--- Information shown ---
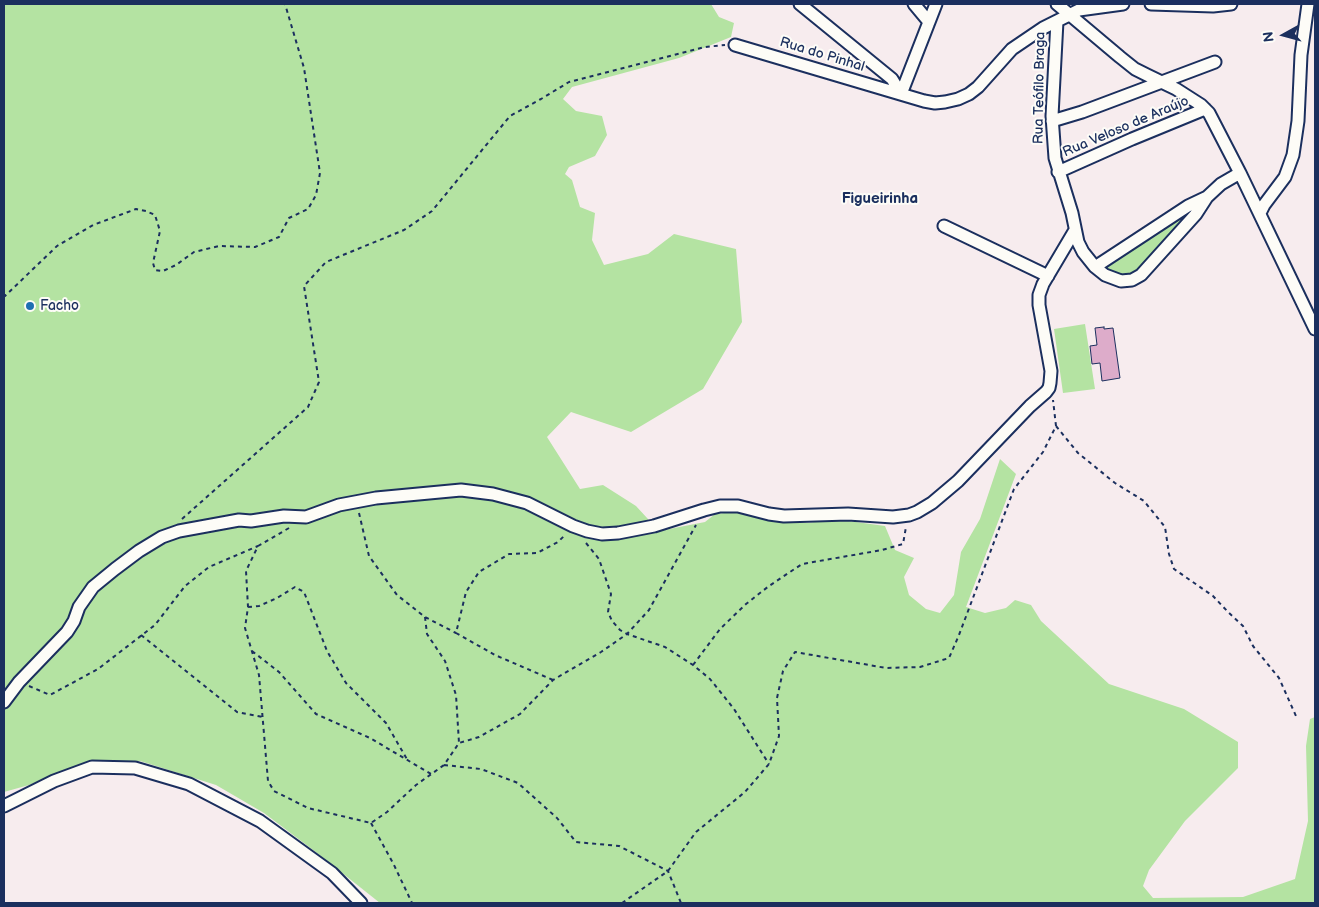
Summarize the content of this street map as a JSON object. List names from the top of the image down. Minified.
{"streets":{"street":["Rua do Pinhal","Rua Teófilo Braga","Rua Veloso de Araújo"]},"crossings":[["Rua do Pinhal","Rua Teófilo Braga"],["Rua Teófilo Braga","Rua Veloso de Araújo"]],"districts":["Figueirinha"],"places":["Facho"],"north":"left"}
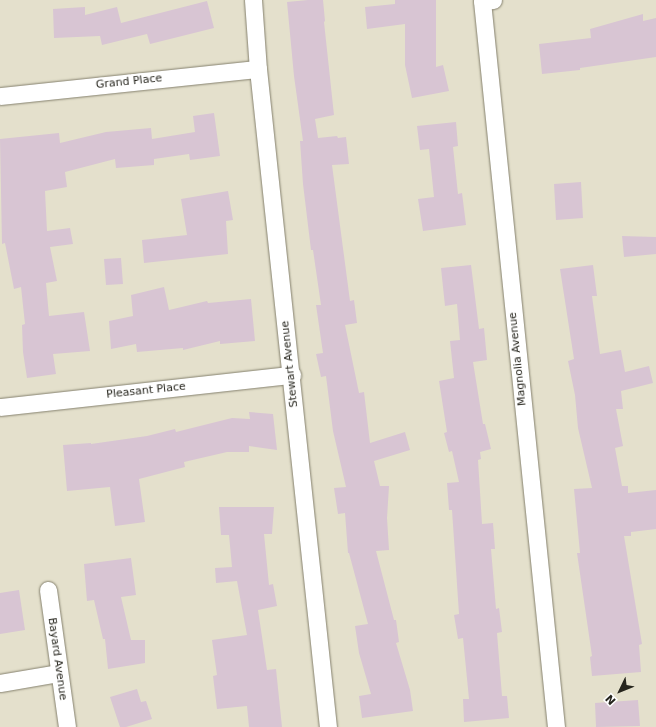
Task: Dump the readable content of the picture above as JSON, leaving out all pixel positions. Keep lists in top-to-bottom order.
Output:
{
  "streets": {
    "street": [
      "Grand Place",
      "Magnolia Avenue",
      "Stewart Avenue",
      "Pleasant Place",
      "Bayard Avenue"
    ]
  },
  "crossings": [
    ["Grand Place", "Stewart Avenue"],
    ["Stewart Avenue", "Pleasant Place"]
  ],
  "north": "bottom left"
}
---
-- Work instructions --
Skip the pictures and give the entries above again word for word.

-- Written response --
Summarize the content of this street map as a JSON object. List names from the top of the image down. Minified.
{"streets":{"street":["Rua do Pinhal","Rua Teófilo Braga","Rua Veloso de Araújo"]},"crossings":[["Rua do Pinhal","Rua Teófilo Braga"],["Rua Teófilo Braga","Rua Veloso de Araújo"]],"districts":["Figueirinha"],"places":["Facho"],"north":"left"}
Task: Dump the readable content of the picture above as JSON, leaving out all pixel positions. Keep lists in top-to-bottom order.
Output:
{
  "streets": {
    "street": [
      "Grand Place",
      "Magnolia Avenue",
      "Stewart Avenue",
      "Pleasant Place",
      "Bayard Avenue"
    ]
  },
  "crossings": [
    ["Grand Place", "Stewart Avenue"],
    ["Stewart Avenue", "Pleasant Place"]
  ],
  "north": "bottom left"
}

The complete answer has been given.